It's kind of bizarre how it's an accomplishment to get your code closer to what the hardware is capable of. In a sane world, that should be the default environment you're working in. Anything else is wasteful.
There's always been a tradeoff in writing code between developer experience and taking full advantage of what the hardware is capable of. That "waste" in execution efficiency is often worth it for the sake of representing helpful abstractions and generally helping developer productivity.
The real win here is when we can have both because of smart toolchains that can transform those high-level constructs and representations into the most efficient implementation for the hardware.
Posts like this demonstrate what's possible with the right optimizations so tools like compilers and assemblers are able to take advantage of these when given the high-level code. That way we can achieve what you're hoping for: the default being optimal implementations.
> That "waste" in execution efficiency is often worth it for the sake of representing helpful abstractions and generally helping developer productivity.
That's arguable at best. I for one am sick of 'developer productivity' being the excuse for why my goddamned supercomputer crawls when performing tasks that were trivial even on hardware 15 years older.
> The real win here is when we can have both because of smart toolchains that can transform those high-level constructs and representations into the most efficient implementation for the hardware.
That's been the promise for a long time and it still hasn't been realized.
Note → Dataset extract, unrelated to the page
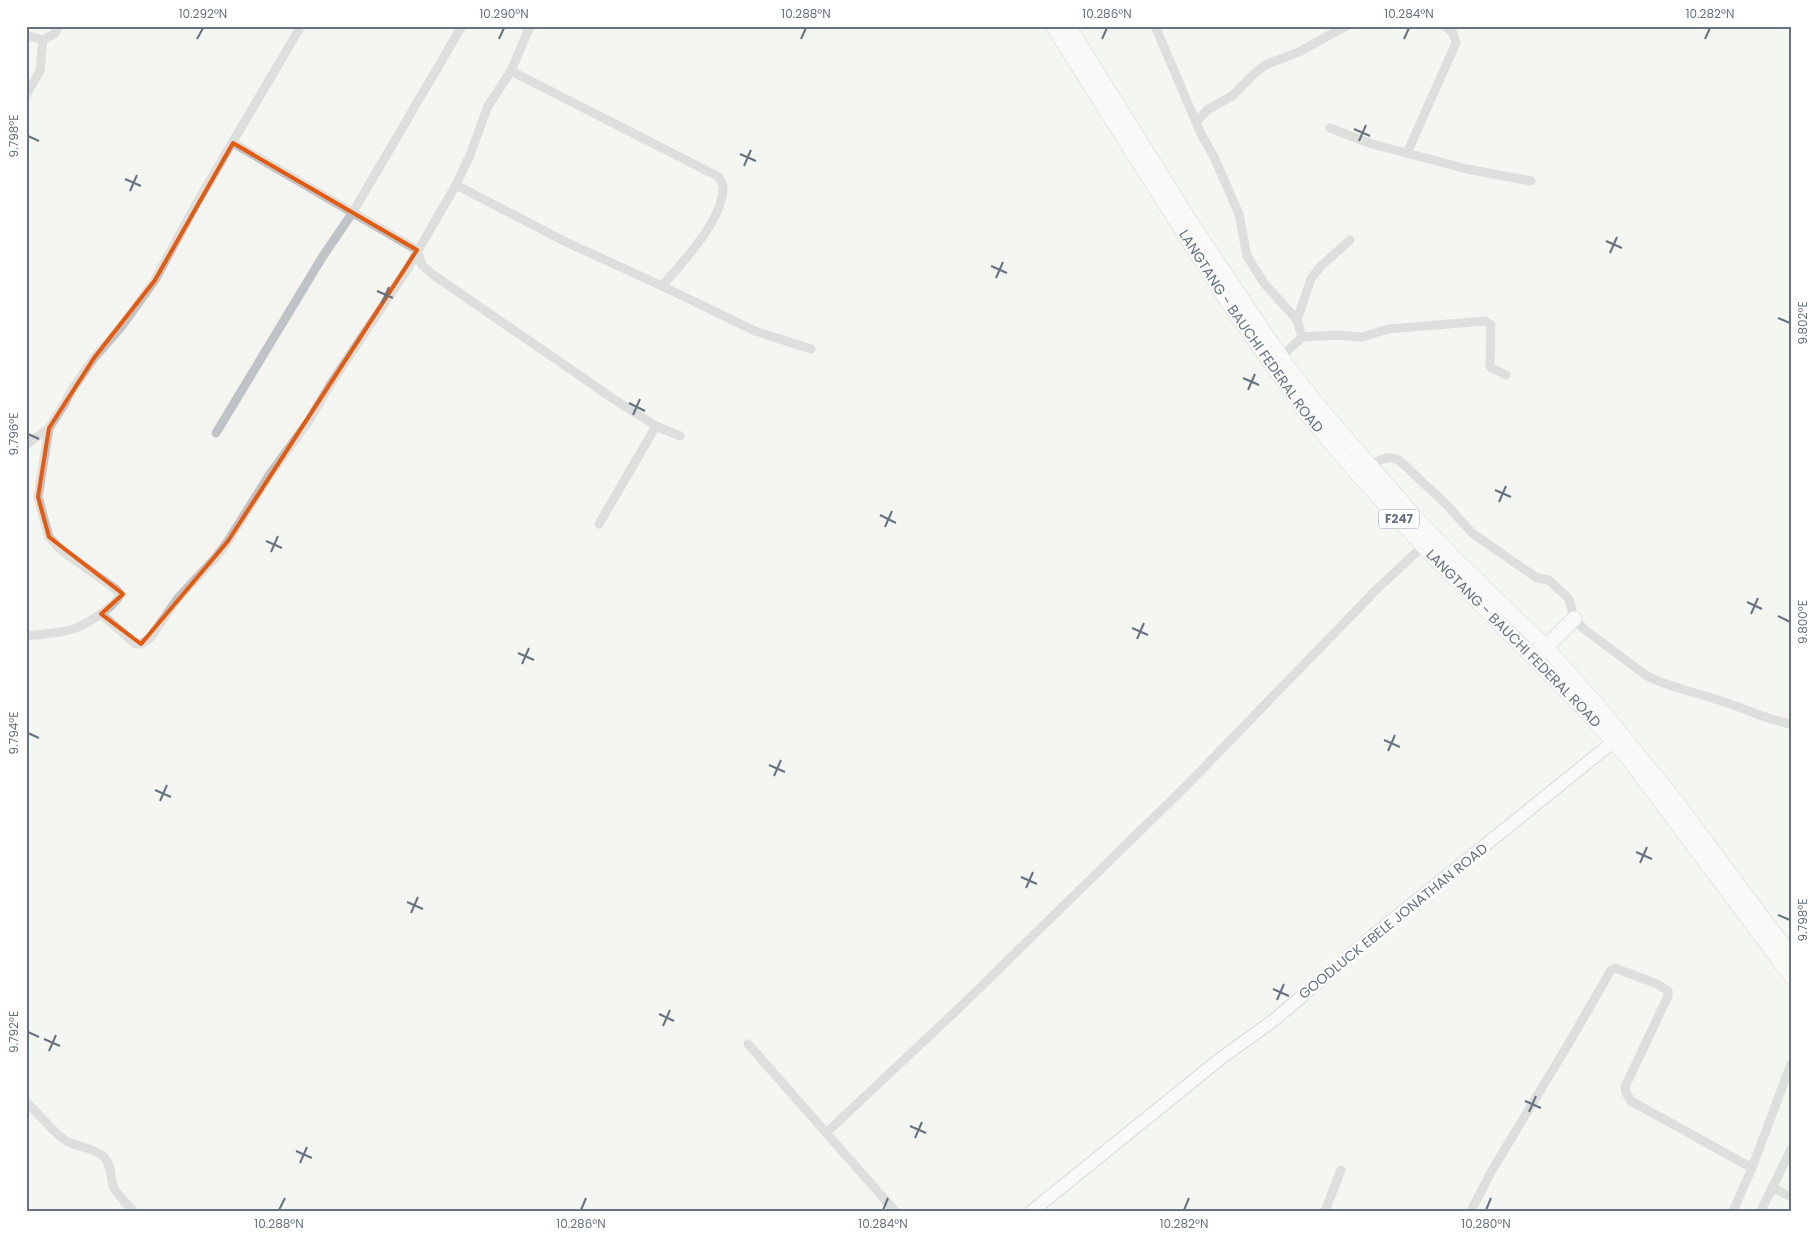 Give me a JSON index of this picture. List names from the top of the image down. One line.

If anything things seem to be getting less and less optimal.
No, it's really not even arguable. Lots and lots of software is written in business contexts where the cost of developing reliable code is a lot more important than its performance. Not everything is a commercial product aimed at a wide audience.
What you're "sick of" is mostly irrelevant unless you represent a market that is willing to pay more for a more efficient product. I use commercial apps every day that clearly could work a lot better than they do. But... would I pay a lot for that? No. They are too small a factor in my workday.
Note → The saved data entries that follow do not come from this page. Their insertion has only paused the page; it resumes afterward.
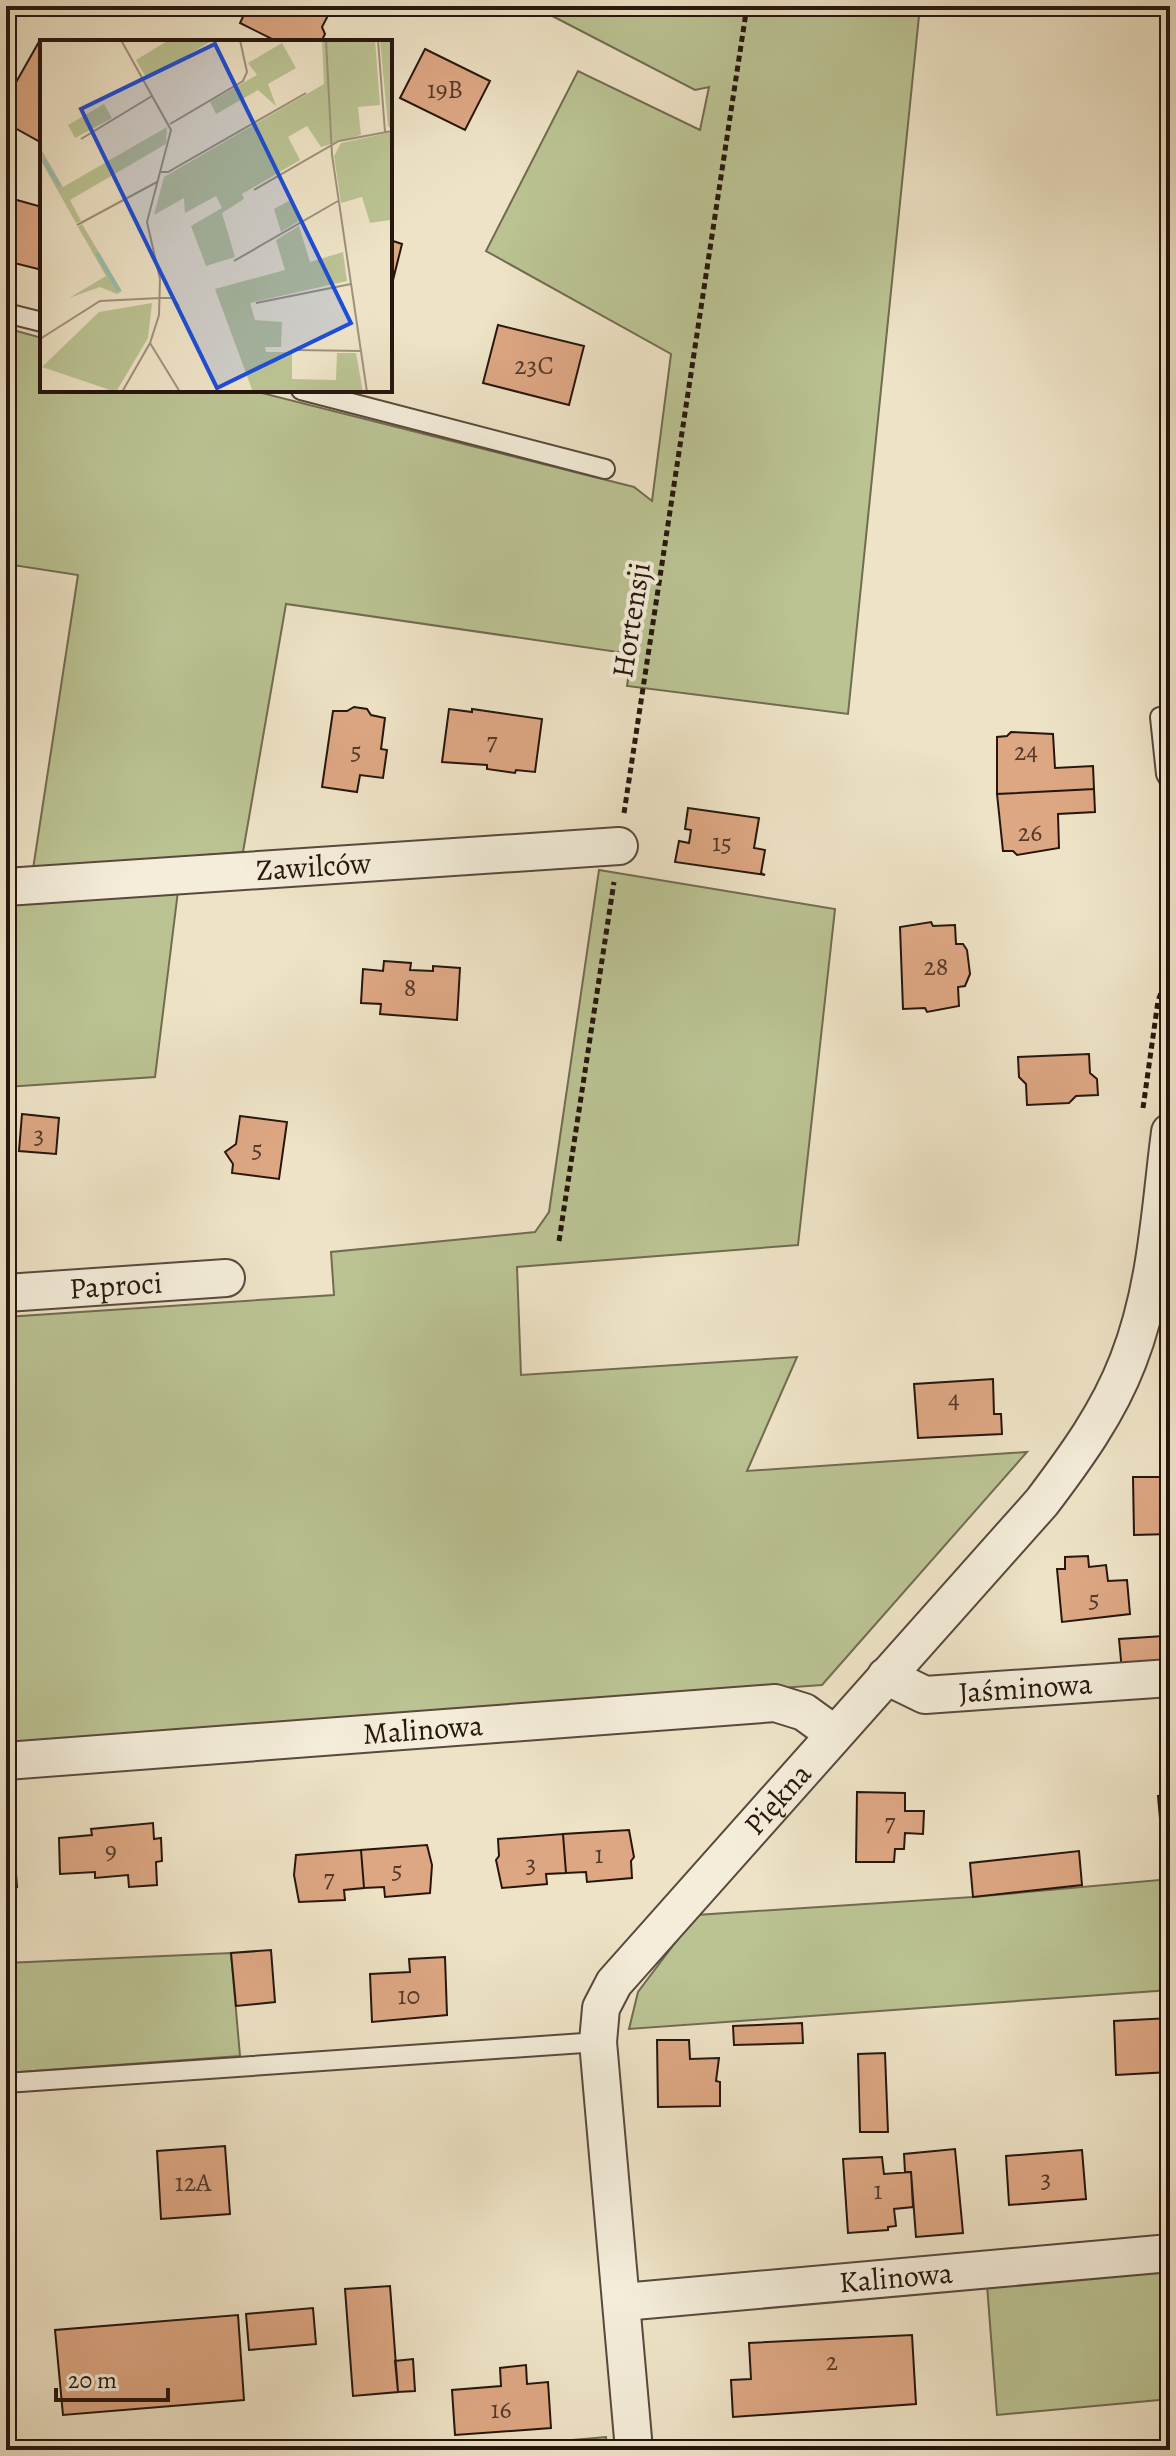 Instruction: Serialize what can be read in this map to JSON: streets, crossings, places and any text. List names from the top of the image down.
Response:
{
  "streets": {
    "street": [
      "Zawilców",
      "Paproci",
      "Jaśminowa",
      "Malinowa",
      "Piękna",
      "Kalinowa"
    ],
    "path": ["Hortensji"]
  },
  "crossings": [
    ["Hortensji", "Zawilców"],
    ["Jaśminowa", "Piękna"],
    ["Malinowa", "Piękna"],
    ["Piękna", "Kalinowa"]
  ],
  "house_numbers": [
    "19B",
    "23C",
    "7",
    "5",
    "24",
    "26",
    "15",
    "28",
    "8",
    "3",
    "5",
    "4",
    "5",
    "7",
    "9",
    "1",
    "3",
    "5",
    "7",
    "10",
    "3",
    "12A",
    "1",
    "2",
    "16"
  ],
  "scale_bar": "20 m"
}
People have been sick of slow programs and slow computers since literally forever. I think you live in a bubble or are complacent.
No one I know has anything good to say about microsoft teams, for instance. And that's just one of the recent "dekstop apps" which are actually framed browsers.
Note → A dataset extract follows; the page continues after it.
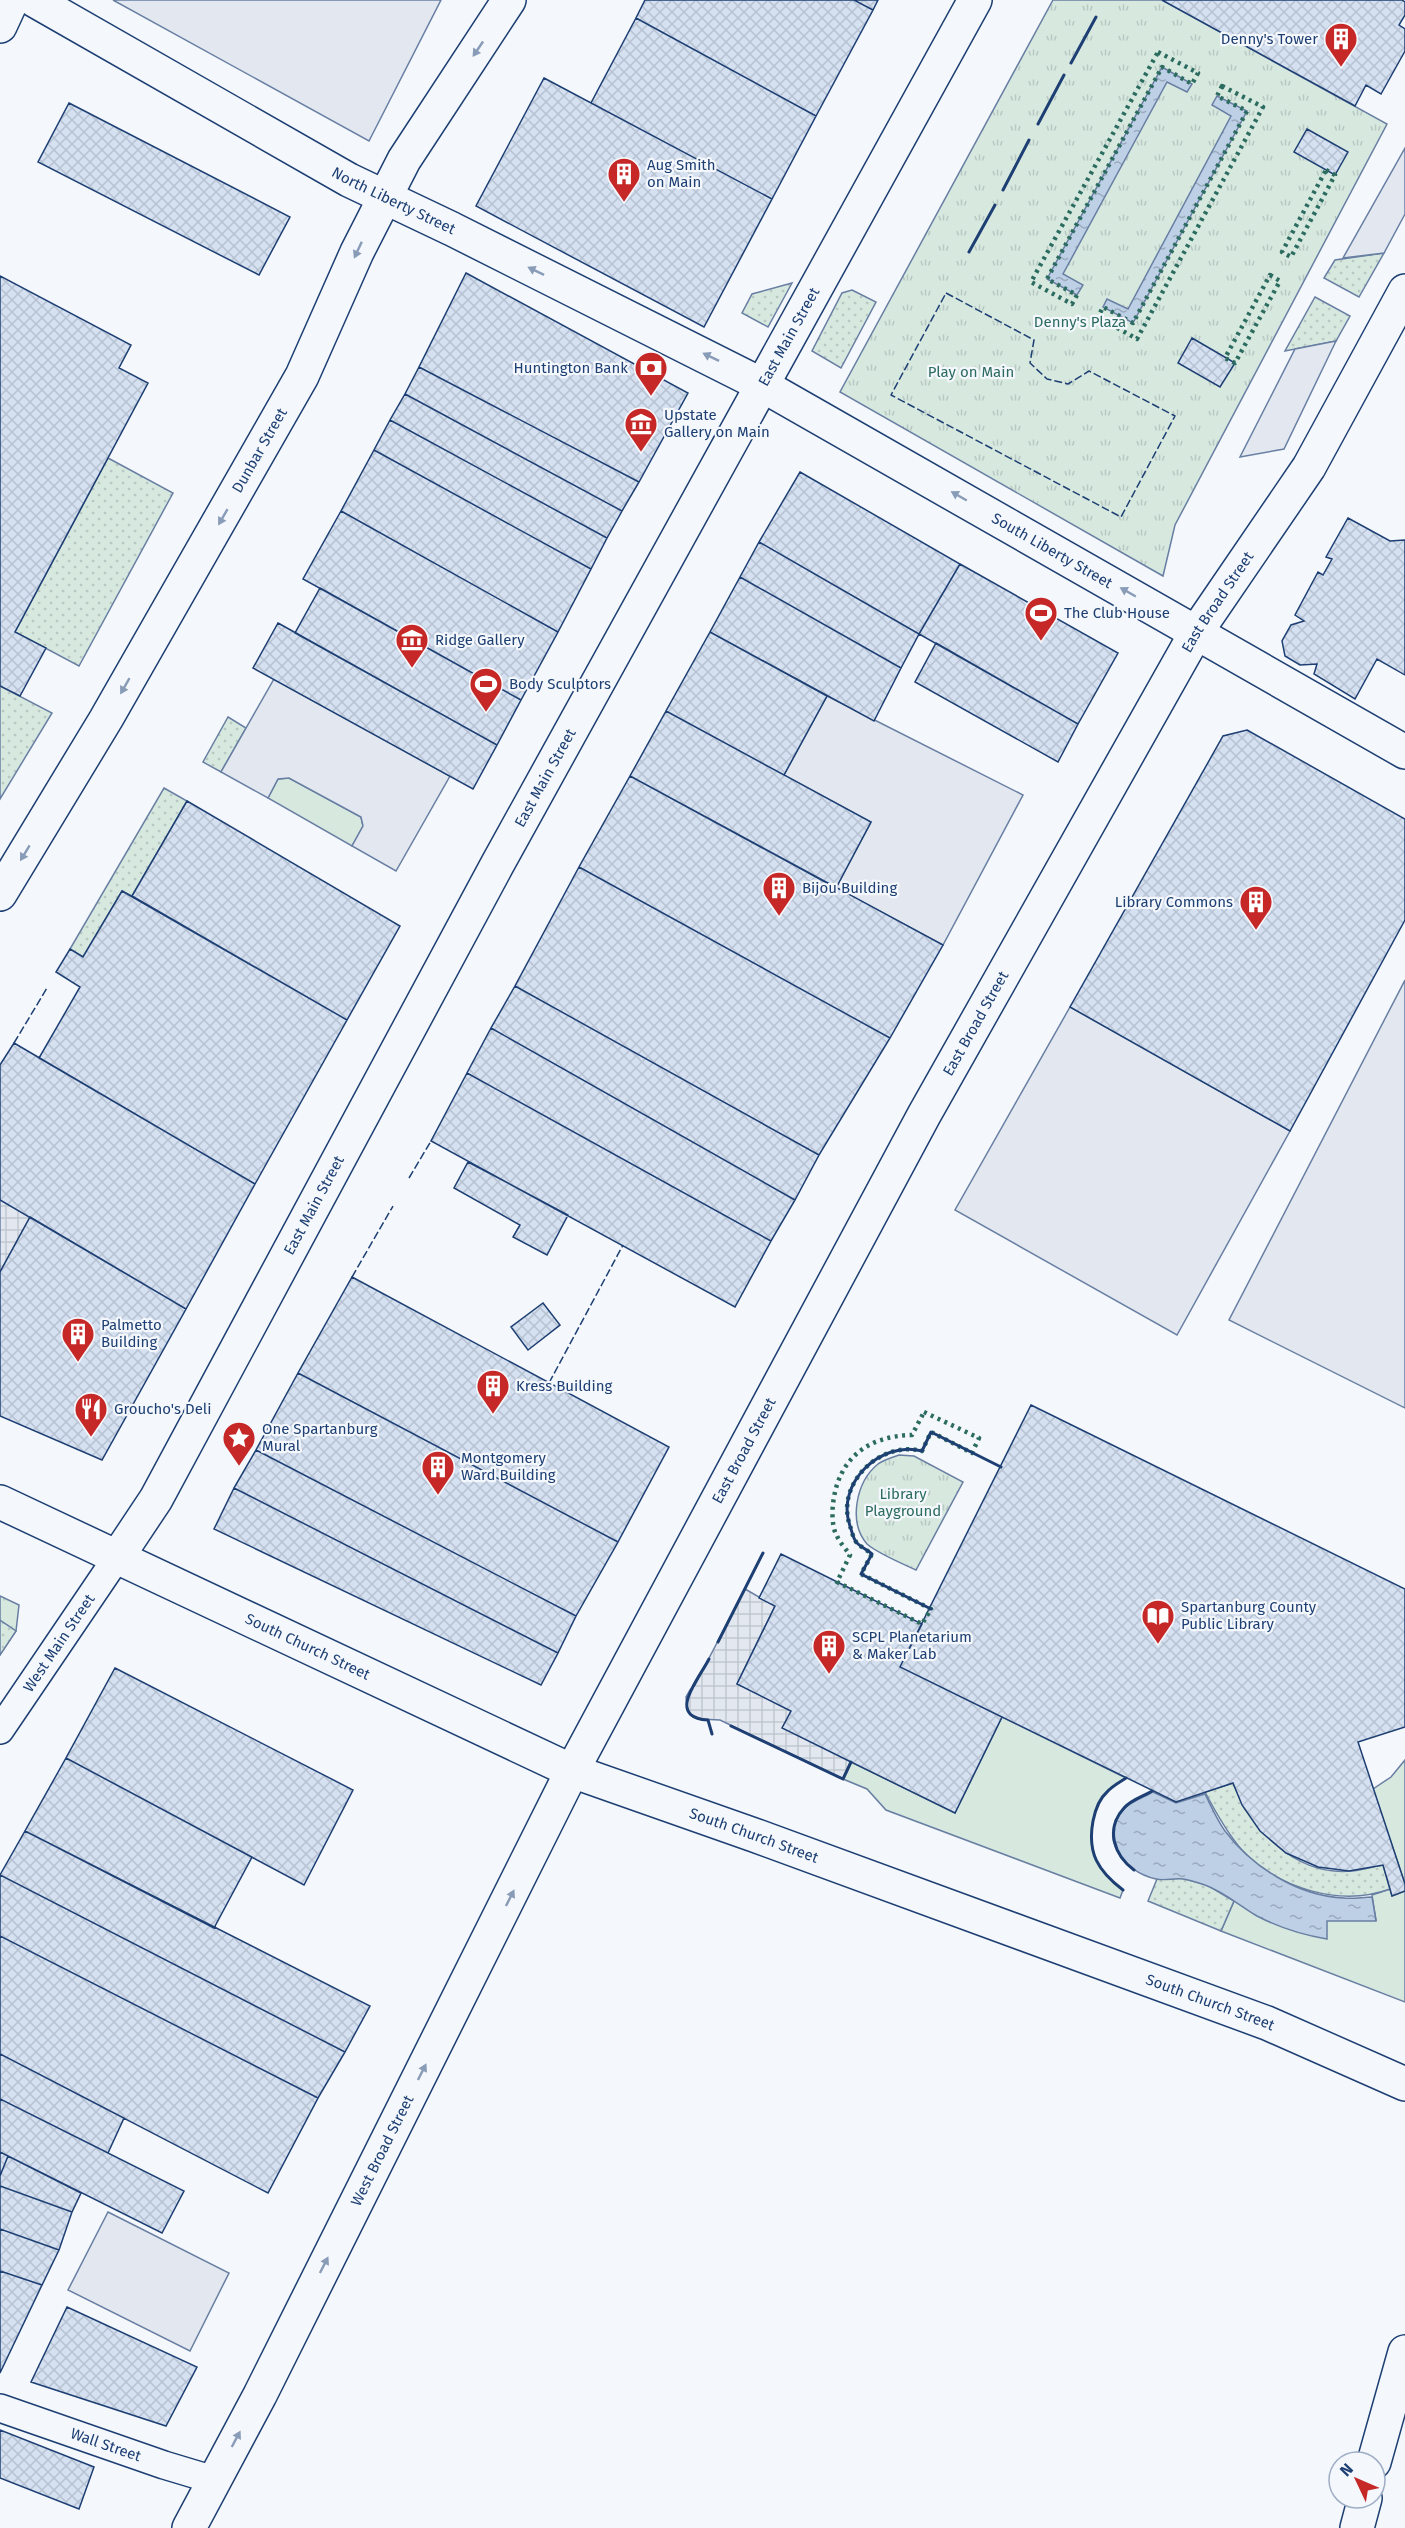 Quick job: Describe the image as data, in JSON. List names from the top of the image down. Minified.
{"streets":{"street":["North Liberty Street","East Main Street","Dunbar Street","South Liberty Street","East Broad Street","West Main Street","South Church Street","West Broad Street","Wall Street"]},"crossings":[["North Liberty Street","East Main Street"],["North Liberty Street","Dunbar Street"],["North Liberty Street","South Liberty Street"],["East Main Street","South Liberty Street"],["East Main Street","West Main Street"],["East Main Street","South Church Street"],["South Liberty Street","East Broad Street"],["East Broad Street","South Church Street"],["East Broad Street","West Broad Street"],["West Main Street","South Church Street"],["South Church Street","West Broad Street"],["West Broad Street","Wall Street"]],"one_way":["North Liberty Street","Dunbar Street","South Liberty Street","West Broad Street"],"parks":["Denny's Plaza","Play on Main","Library Playground"],"places":{"building":["Denny's Tower","Aug Smith on Main","Bijou Building","Library Commons","Palmetto Building","Kress Building","Montgomery Ward Building","SCPL Planetarium & Maker Lab"],"bank":["Huntington Bank"],"museum":["Upstate Gallery on Main","Ridge Gallery"],"sports":["The Club House","Body Sculptors"],"restaurant":["Groucho's Deli"],"place":["One Spartanburg Mural"],"library":["Spartanburg County Public Library"]},"north":"top left"}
> I for one am sick of 'developer productivity' being the excuse for why my goddamned supercomputer crawls when performing tasks that were trivial even on hardware 15 years older.
The problem here is developer salaries. So long as developers are as expensive as they are the incentive will be to optimise for developer productivity over runtime efficiency.
We've been making developer experience optimizations _long_ before they started demanding high salaries. The whole reason to go from assembly to C was to improve developer experience and efficiency.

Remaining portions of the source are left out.